It’s fair to say the UK Government’s Internal Market Bill – which sets out how trade and business will be conducted within and between the UK’s nations after Brexit – hasn’t gone down well in the devolved administrations.
I’ll almost certainly end up coming back to it at some point but the law, as it’s currently drafted, could mean economic development powers in devolved areas – pre-Brexit being used by the Welsh Government within EU-set rules – are set to go straight to the UK Government.
In principle, certain rules and regulations should be the same across the UK (as they are across the EU), but the way this is being introduced could enable the UK Government to directly influence, override decisions or control matters in devolved policy areas in a way the EU never did or never could.

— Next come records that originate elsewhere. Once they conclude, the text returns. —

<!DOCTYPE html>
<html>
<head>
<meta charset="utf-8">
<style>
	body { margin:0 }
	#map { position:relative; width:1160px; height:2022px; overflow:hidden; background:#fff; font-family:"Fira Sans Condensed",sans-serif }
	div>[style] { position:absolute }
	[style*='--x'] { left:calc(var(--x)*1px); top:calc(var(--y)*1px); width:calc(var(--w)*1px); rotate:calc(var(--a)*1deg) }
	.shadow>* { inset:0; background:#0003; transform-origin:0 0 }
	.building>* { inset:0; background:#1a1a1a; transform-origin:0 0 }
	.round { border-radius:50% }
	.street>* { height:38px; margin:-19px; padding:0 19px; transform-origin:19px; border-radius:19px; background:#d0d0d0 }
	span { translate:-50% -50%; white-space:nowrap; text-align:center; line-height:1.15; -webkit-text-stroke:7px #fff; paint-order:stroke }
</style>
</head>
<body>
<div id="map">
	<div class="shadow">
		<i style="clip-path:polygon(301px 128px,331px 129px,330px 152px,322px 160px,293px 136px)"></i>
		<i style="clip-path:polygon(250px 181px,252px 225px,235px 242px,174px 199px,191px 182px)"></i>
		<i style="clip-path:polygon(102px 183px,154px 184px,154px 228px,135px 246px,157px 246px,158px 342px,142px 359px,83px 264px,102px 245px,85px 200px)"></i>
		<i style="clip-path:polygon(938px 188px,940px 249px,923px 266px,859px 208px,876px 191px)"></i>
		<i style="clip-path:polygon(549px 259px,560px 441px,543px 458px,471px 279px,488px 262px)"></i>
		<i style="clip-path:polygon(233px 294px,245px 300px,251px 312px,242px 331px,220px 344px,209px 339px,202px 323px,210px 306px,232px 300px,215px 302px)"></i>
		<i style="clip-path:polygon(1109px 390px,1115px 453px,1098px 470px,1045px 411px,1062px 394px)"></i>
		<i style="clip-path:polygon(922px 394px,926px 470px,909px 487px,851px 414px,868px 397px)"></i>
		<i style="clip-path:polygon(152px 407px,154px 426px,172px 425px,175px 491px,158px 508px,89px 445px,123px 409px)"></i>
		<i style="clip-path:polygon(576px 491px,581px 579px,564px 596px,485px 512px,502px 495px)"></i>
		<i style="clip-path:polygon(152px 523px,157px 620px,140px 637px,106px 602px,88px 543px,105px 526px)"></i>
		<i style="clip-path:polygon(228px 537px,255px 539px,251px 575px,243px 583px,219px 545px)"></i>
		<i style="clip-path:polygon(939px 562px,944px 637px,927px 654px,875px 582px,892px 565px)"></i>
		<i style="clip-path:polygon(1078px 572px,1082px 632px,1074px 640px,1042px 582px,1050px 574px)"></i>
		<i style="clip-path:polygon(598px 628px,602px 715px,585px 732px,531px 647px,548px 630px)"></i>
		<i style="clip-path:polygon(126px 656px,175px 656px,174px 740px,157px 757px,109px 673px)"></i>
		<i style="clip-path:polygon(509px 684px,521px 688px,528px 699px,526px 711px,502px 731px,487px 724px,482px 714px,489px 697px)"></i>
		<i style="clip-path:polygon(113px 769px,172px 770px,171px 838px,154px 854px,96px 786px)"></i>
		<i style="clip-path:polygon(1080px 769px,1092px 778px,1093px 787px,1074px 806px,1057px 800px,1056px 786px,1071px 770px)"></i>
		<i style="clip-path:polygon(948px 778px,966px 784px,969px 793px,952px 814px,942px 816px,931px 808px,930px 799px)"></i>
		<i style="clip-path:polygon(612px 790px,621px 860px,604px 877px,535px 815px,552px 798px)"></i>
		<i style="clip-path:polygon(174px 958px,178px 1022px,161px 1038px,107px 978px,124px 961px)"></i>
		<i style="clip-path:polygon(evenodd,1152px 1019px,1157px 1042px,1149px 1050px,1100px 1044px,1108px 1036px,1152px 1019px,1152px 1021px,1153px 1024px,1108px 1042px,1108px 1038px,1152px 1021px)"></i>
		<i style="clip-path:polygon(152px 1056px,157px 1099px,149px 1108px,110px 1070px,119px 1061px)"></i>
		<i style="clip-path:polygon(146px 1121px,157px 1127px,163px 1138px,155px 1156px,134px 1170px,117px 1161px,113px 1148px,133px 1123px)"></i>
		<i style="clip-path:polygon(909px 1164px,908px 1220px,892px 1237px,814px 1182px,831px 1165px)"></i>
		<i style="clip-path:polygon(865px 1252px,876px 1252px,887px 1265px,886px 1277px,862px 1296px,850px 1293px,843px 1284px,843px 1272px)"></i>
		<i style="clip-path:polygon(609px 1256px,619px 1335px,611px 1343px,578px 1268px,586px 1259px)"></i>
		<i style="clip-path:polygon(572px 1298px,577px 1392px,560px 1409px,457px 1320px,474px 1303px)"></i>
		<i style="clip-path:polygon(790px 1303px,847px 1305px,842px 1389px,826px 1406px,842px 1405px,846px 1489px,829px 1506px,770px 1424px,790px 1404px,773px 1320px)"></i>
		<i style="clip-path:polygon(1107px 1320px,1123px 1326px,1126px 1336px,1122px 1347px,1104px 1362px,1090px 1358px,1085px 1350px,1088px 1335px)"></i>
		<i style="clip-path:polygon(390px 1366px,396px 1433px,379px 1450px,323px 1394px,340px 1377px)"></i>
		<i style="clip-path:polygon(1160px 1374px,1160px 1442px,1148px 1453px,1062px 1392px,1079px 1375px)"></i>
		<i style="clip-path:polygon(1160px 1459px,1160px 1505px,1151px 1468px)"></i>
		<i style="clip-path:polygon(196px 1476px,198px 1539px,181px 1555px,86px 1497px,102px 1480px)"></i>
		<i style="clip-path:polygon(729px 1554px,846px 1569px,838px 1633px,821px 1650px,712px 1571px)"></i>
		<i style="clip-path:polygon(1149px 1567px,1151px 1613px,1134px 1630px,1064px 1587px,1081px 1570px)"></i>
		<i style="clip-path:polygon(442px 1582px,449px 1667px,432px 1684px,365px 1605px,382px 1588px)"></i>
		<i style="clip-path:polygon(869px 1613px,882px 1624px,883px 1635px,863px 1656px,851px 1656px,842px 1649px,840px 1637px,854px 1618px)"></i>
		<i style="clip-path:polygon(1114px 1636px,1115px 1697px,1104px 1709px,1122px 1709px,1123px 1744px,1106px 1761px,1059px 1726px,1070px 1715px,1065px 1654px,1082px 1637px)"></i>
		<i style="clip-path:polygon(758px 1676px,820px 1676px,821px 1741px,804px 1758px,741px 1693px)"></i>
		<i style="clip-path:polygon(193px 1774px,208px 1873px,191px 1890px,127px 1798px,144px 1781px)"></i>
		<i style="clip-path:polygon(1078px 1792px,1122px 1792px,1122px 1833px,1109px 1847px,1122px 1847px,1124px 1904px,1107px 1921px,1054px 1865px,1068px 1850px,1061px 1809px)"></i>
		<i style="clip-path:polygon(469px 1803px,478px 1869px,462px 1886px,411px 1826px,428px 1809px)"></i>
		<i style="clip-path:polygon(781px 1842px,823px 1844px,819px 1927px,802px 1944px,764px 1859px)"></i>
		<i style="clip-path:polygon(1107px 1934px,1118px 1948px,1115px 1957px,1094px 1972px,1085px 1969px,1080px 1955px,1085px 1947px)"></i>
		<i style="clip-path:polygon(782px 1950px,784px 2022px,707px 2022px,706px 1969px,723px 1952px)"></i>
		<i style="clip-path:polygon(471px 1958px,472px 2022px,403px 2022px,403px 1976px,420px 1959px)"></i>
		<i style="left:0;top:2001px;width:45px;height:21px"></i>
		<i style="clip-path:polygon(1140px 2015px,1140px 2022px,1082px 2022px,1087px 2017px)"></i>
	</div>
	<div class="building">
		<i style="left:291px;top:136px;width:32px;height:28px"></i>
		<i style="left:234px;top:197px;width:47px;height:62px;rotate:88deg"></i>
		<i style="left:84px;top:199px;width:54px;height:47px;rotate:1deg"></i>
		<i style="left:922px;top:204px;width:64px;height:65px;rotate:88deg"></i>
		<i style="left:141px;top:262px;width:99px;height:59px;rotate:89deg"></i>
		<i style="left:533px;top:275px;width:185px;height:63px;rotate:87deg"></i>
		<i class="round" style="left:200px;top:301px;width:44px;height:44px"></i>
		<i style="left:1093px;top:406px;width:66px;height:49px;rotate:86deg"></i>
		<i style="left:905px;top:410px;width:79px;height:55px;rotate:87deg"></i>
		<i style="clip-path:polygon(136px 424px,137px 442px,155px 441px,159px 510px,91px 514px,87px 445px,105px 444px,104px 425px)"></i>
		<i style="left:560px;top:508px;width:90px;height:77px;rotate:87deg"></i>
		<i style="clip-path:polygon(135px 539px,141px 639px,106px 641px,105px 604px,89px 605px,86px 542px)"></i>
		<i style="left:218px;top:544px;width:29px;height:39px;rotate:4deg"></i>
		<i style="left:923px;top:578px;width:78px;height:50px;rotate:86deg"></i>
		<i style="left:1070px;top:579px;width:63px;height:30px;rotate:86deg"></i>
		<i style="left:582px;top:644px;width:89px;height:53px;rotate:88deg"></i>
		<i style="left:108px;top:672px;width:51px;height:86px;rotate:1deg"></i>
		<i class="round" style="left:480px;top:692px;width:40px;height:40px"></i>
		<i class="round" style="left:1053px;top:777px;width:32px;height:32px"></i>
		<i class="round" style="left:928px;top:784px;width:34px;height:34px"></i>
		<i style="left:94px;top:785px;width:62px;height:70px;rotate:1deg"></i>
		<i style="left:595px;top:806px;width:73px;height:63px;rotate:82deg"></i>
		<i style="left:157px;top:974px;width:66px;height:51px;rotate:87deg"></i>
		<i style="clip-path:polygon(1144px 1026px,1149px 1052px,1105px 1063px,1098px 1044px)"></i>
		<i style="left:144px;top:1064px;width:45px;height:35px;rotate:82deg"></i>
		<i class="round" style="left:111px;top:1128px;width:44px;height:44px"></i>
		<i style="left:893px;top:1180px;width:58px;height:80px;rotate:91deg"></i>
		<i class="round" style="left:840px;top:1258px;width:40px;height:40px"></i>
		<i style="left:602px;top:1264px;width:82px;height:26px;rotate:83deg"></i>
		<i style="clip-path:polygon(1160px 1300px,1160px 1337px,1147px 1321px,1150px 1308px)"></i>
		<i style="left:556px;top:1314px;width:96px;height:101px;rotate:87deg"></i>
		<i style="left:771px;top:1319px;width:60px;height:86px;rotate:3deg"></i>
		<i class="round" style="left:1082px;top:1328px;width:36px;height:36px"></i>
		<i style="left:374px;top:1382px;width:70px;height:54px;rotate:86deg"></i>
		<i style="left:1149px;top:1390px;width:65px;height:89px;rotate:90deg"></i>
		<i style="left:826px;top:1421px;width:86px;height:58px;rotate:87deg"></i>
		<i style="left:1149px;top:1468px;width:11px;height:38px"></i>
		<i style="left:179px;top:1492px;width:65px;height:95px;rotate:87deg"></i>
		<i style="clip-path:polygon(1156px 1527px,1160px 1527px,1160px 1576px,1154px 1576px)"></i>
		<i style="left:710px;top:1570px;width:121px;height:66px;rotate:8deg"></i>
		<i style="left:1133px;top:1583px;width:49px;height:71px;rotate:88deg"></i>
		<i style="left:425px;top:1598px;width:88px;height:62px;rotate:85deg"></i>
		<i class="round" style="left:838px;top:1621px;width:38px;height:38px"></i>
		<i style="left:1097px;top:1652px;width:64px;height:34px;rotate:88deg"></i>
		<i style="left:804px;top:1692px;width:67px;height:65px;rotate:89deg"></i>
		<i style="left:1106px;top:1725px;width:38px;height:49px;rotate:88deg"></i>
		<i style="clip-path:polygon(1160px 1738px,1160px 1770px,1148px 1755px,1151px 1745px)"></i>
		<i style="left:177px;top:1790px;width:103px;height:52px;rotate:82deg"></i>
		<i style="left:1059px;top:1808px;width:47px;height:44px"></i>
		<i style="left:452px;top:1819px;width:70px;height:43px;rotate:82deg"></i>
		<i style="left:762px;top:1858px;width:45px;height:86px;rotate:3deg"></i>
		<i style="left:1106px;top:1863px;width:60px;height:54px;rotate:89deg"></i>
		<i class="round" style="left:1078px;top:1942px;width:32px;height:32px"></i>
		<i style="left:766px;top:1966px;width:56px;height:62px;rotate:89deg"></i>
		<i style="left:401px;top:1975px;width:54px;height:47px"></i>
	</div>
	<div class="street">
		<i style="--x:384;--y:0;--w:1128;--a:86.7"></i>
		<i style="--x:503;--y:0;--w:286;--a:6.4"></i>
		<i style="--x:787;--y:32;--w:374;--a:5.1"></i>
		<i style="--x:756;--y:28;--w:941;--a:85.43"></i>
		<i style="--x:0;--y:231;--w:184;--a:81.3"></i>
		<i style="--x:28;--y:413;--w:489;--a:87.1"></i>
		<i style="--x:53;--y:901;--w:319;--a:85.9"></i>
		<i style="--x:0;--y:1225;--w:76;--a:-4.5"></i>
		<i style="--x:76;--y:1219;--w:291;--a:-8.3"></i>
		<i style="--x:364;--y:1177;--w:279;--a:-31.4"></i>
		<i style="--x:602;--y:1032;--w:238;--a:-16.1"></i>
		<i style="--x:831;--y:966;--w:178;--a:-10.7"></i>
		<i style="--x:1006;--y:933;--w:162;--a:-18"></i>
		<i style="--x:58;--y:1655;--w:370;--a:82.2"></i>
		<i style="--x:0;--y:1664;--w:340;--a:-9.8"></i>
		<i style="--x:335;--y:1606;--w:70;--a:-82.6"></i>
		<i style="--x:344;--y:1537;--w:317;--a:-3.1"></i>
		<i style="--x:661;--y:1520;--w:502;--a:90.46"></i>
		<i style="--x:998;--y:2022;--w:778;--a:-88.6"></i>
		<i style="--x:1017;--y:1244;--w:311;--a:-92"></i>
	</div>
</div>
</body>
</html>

Despite the political froth, it shouldn’t come to anyone’s surprise. Under the principle of parliamentary sovereignty – one of the cornerstones of the UK’s unwritten constitution – the UK Parliament (and, by extension, the UK Government) is a supreme authority and can make or unmake any law or decision they choose, including on issues which are otherwise devolved. As demonstrated this week, they’re even willing to break laws to do this.
Unlike federalism, devolution should be seen as a loan of powers from the centre. It’s only through conventions – a series of glorified gentlemen’s agreements, courtesies and outdated traditions – that the devolved governments wield any power at all and the UK Government’s ability to work in devolved policy areas limited on a promise-only basis.
Nothing is stopping the UK Government or Parliament from doing anything they want other than a stormy cloud of potentially negative political consequences. If they believe a decision would carry enough support – reigniting the M4 Newport bypass saga, for example (which will be popular with many) – then they’ll do it. Should the Internal Market Bill eventually require the Senedd’s permission via a Legislative Consent Motion and MSs reject it, they can ignore that too.
It also wouldn’t matter if a majority of Welsh MPs opposed such decisions relating to Wales because there are only 40 out of 650 as things stand.
Devolution hasn’t died; it’s working exactly how it was designed to work. The UK isn’t a federation and the “four nations approach” ultimately boils down to the government of the Union and biggest nation deciding to do one thing and if the rest of us don’t like it – tough.
The question now, as posed by Ifan Morgan Jones yesterday, is what are the Welsh Government and Senedd going to do about it?
Somewhere in a virtual brainstorming session amongst MSs, they’ll be prepping the equivalent of a horse’s head on a pillow; the most fearsome, pants-filling weapon in the Welsh political arsenal:
The strongly-worded statement.
And if they really want to send a message, there may even be a binding debate during Welsh Government time – a sure as sign as any that this is serious business.
You can imagine BoJo, Dom and the rest of them quaking in their boots at the prospect of cutting remarks and a face-melting blast of hot air.
There’ll be Cassandra-like warnings on what this will do to the Union and calls for “sensible discussions” on federalism or a constitutional convention some point this side of the year 2500.
The Welsh political Twitterati will ensure clips from any inevitable debate will briefly become the fourth most popular trending item in Cardiff, while the person in the street won’t care about any of this until it directly affects them – by which point it’ll already be too late.
We know how this ends. The Welsh Government will let London know in no uncertain terms that they haven’t been this unhappy since the last time, and the time before that, and the several dozen times before that. Then they’ll quietly acquiesce like an old mutt that growls before slinking back to the same owner that’s just given them a beating.